▸ **REQUIRED WORK**: Look for "nowrap" in each line of the entries, and return the matching lines.

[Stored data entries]
= Beginning of Section =

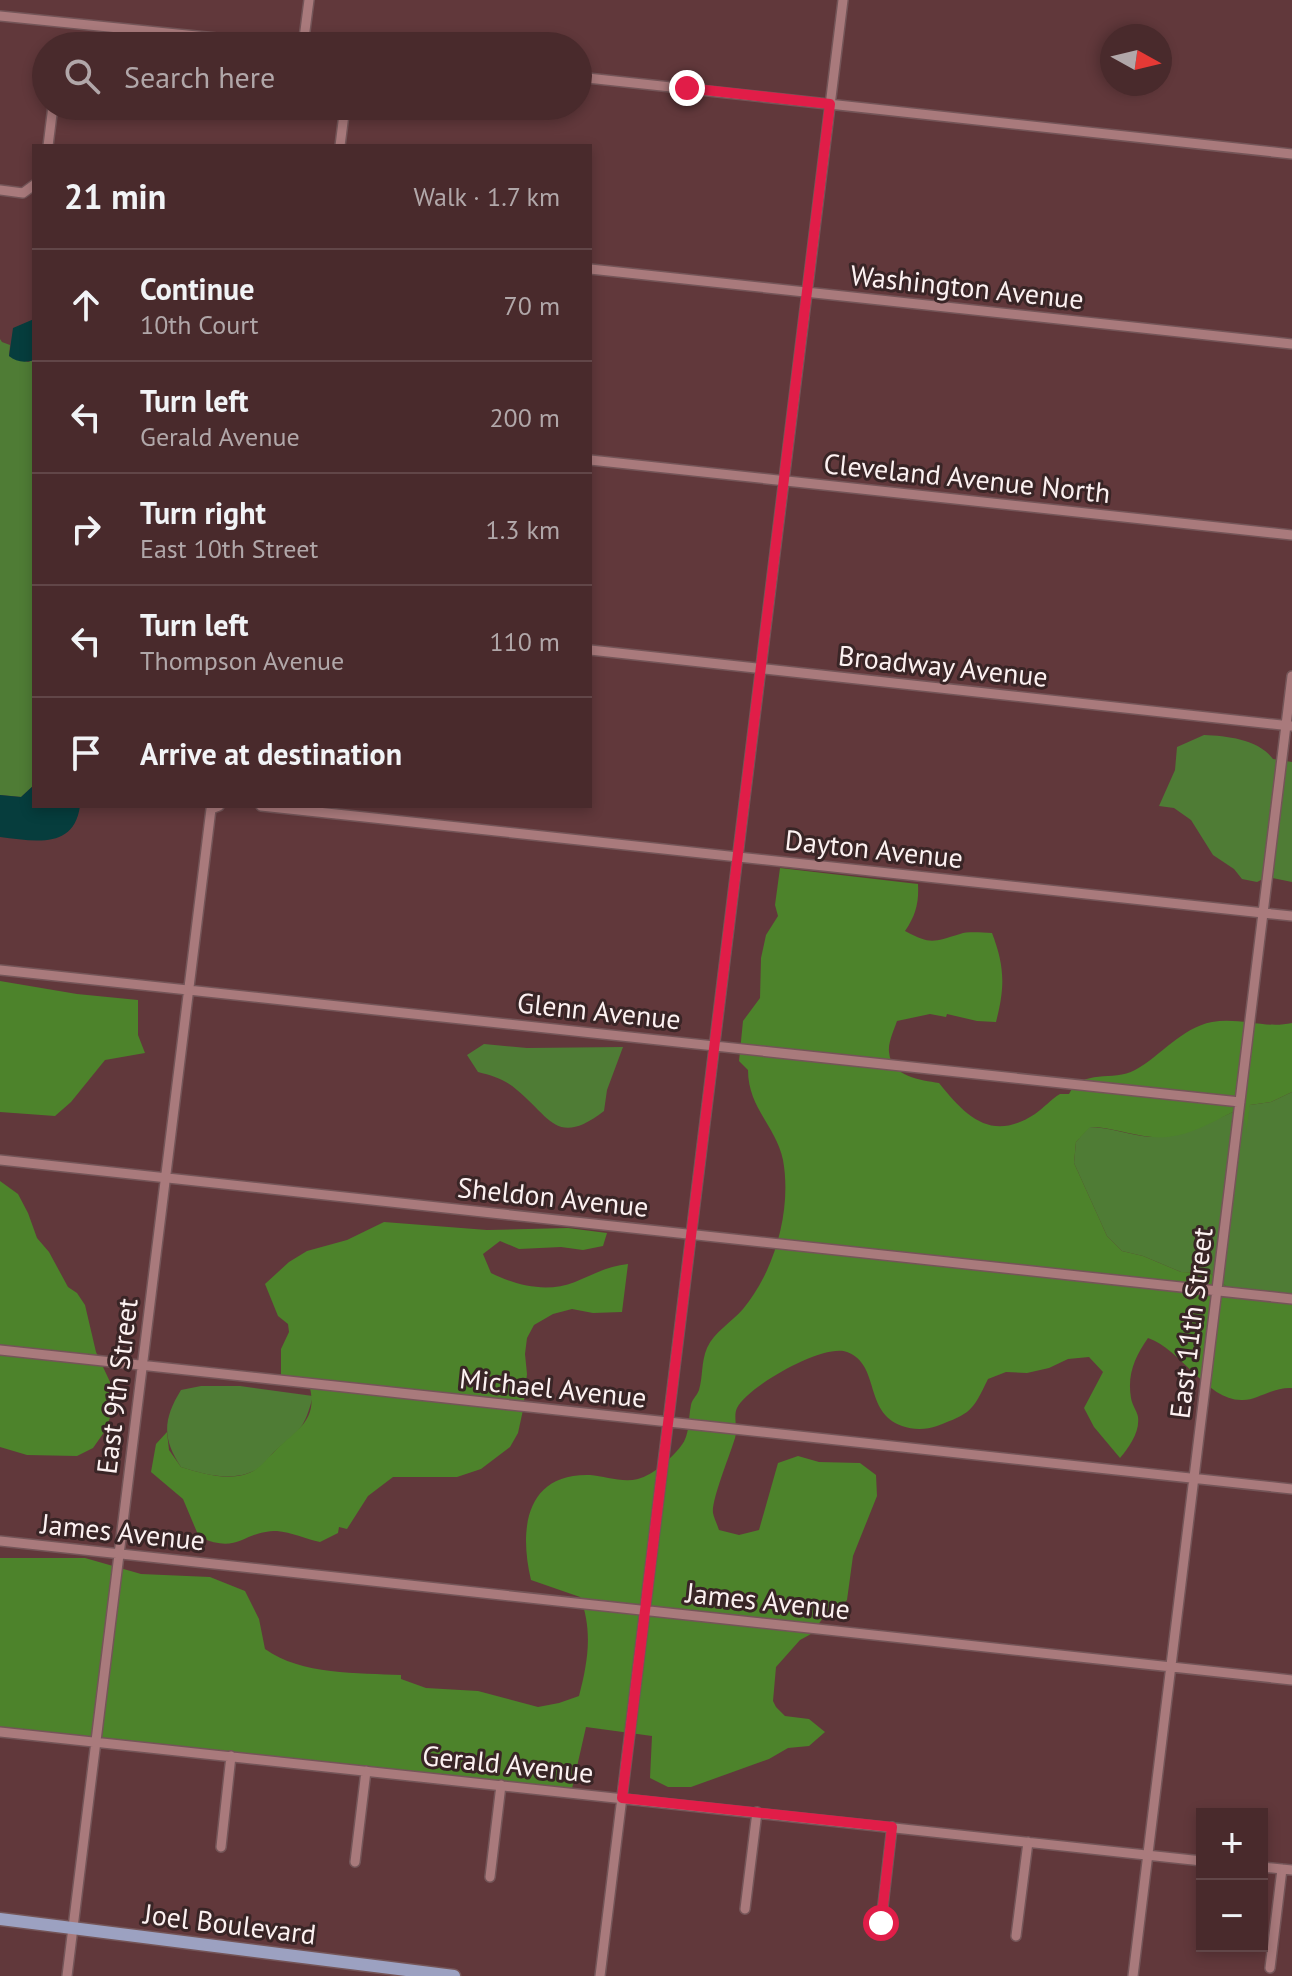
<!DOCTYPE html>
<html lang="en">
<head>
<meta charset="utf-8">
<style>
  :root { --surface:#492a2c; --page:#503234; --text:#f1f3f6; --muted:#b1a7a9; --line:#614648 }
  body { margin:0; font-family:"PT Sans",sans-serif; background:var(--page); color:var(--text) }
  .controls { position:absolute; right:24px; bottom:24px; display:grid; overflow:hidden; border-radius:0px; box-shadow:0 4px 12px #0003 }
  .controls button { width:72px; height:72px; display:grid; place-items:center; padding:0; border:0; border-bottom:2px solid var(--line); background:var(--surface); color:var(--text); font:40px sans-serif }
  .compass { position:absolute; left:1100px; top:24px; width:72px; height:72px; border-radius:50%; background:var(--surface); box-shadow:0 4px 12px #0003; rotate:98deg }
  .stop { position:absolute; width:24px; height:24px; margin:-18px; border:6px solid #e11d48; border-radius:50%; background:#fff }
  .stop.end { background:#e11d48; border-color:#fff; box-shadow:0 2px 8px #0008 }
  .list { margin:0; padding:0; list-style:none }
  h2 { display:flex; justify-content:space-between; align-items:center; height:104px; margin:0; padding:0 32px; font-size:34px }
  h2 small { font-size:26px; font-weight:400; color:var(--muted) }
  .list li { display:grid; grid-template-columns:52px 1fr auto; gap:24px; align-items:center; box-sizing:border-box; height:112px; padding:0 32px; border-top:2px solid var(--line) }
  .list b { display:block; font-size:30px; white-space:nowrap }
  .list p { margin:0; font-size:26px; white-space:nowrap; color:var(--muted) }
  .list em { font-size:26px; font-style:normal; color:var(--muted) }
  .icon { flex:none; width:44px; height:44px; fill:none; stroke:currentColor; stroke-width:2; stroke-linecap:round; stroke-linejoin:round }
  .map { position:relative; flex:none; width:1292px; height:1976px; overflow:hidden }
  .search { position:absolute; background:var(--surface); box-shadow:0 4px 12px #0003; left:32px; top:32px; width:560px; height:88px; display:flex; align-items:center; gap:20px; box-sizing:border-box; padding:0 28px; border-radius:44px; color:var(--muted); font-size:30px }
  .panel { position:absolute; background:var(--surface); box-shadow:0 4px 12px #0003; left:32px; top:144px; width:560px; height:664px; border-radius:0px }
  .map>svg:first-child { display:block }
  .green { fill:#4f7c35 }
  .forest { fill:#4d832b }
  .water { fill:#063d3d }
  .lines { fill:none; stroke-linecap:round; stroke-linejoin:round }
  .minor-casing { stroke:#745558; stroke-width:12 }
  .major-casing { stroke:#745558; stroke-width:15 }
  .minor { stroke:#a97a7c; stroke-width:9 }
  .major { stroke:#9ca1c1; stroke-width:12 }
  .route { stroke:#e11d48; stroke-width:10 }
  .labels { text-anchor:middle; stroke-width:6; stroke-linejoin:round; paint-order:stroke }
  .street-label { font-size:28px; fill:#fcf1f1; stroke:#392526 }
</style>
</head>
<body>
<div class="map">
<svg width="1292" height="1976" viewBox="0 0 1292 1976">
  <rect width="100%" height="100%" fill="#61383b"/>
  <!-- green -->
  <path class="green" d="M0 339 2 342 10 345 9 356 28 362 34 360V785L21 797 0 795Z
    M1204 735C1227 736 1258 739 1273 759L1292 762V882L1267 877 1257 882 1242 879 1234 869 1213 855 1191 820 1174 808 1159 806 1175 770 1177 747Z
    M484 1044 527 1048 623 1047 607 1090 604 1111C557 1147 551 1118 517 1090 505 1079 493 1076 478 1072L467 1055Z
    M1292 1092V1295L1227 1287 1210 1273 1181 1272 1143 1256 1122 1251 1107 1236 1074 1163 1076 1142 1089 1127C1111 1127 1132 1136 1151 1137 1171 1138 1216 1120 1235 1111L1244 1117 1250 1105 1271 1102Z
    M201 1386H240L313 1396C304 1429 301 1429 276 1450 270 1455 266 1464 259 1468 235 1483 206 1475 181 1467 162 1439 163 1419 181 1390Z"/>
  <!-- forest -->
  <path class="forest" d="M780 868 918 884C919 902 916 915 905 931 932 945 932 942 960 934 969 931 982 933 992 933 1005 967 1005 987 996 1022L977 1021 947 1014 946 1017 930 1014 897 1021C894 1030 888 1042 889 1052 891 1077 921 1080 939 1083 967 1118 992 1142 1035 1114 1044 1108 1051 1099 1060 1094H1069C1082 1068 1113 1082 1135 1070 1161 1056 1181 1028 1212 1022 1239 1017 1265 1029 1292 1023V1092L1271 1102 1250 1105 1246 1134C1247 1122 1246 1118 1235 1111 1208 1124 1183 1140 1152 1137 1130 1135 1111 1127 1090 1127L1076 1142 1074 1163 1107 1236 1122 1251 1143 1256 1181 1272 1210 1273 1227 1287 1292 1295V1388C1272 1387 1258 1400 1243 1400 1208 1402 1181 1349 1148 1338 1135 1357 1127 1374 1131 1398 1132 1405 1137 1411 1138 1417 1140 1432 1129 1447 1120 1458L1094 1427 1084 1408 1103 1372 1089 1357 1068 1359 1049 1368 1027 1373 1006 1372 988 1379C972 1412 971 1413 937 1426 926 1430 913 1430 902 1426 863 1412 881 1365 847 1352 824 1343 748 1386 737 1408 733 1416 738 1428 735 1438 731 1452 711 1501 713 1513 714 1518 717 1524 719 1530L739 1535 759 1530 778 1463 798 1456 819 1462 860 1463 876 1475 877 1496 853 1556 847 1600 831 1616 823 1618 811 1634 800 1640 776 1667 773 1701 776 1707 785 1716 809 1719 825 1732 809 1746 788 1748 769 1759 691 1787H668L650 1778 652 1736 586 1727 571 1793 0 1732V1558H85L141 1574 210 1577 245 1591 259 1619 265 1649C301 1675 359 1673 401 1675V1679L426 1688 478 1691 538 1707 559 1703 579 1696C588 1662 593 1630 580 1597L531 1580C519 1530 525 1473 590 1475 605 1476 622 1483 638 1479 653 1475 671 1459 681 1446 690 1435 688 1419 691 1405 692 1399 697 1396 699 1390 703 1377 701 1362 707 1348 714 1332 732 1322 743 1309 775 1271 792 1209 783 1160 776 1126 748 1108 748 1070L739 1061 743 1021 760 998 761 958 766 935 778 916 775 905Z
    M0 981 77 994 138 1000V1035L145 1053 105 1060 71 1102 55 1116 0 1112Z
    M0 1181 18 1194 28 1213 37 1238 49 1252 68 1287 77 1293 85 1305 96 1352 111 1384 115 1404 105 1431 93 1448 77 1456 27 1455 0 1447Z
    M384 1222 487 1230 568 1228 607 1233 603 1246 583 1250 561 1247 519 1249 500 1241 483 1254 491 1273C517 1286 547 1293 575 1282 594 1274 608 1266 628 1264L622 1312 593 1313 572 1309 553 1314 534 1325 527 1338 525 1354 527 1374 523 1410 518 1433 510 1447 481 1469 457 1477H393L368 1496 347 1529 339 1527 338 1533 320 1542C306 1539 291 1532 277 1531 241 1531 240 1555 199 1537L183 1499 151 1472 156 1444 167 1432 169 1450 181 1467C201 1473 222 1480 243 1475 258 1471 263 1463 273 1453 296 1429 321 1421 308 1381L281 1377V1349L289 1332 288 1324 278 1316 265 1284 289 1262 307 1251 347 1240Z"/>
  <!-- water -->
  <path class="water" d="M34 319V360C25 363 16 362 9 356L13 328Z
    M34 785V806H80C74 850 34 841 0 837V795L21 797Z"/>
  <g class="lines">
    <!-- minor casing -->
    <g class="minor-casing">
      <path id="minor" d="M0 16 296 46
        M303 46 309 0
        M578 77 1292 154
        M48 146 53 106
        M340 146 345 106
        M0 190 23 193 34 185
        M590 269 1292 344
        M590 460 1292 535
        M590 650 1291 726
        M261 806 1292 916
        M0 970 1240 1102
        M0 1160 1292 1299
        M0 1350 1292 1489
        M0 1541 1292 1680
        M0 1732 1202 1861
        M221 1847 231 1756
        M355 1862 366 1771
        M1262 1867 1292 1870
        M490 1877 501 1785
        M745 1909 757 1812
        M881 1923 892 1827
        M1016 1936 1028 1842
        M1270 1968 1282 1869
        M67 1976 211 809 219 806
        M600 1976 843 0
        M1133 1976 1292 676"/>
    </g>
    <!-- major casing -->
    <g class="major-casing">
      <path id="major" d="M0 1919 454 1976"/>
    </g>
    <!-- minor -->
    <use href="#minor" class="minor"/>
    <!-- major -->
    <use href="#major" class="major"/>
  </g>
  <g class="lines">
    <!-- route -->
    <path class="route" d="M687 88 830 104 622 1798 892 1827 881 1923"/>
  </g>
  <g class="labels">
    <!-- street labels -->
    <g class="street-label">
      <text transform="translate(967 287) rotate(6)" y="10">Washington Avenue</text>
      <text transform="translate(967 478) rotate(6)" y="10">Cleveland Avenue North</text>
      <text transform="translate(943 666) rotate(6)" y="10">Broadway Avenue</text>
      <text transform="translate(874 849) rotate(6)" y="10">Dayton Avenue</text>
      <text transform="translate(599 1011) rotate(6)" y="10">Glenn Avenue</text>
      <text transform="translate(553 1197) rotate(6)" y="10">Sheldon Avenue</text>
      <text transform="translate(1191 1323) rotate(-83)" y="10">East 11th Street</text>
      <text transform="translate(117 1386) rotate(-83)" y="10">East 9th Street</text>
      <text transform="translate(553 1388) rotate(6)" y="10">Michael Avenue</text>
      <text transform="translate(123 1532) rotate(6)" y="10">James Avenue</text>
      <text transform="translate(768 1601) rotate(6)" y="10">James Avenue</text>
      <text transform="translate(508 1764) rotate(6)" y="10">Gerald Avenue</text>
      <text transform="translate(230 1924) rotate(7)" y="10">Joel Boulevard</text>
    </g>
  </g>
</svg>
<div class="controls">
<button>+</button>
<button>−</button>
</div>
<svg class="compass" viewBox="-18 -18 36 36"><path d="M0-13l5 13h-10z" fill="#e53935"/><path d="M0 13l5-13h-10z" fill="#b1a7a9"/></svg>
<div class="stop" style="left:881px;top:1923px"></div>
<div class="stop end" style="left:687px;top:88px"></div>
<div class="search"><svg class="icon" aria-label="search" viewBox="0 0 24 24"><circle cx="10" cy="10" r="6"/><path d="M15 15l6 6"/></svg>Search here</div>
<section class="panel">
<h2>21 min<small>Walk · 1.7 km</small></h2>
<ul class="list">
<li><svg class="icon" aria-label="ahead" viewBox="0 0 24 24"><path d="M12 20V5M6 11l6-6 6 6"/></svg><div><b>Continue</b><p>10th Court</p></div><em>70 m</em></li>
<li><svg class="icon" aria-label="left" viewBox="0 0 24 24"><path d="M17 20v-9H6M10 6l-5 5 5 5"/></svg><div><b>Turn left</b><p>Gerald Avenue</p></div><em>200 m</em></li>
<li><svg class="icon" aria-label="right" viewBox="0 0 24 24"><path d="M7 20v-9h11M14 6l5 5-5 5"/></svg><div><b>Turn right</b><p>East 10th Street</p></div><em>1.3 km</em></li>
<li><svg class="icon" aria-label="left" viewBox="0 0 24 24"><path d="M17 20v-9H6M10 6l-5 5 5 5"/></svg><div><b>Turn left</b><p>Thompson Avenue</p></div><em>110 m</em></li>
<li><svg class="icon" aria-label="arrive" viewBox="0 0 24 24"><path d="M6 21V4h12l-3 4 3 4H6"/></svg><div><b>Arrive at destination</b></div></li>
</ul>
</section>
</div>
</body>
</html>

= End of Section =

▸ **ANSWER TO THIS EXERCISE**:
  .list b { display:block; font-size:30px; white-space:nowrap }
  .list p { margin:0; font-size:26px; white-space:nowrap; color:var(--muted) }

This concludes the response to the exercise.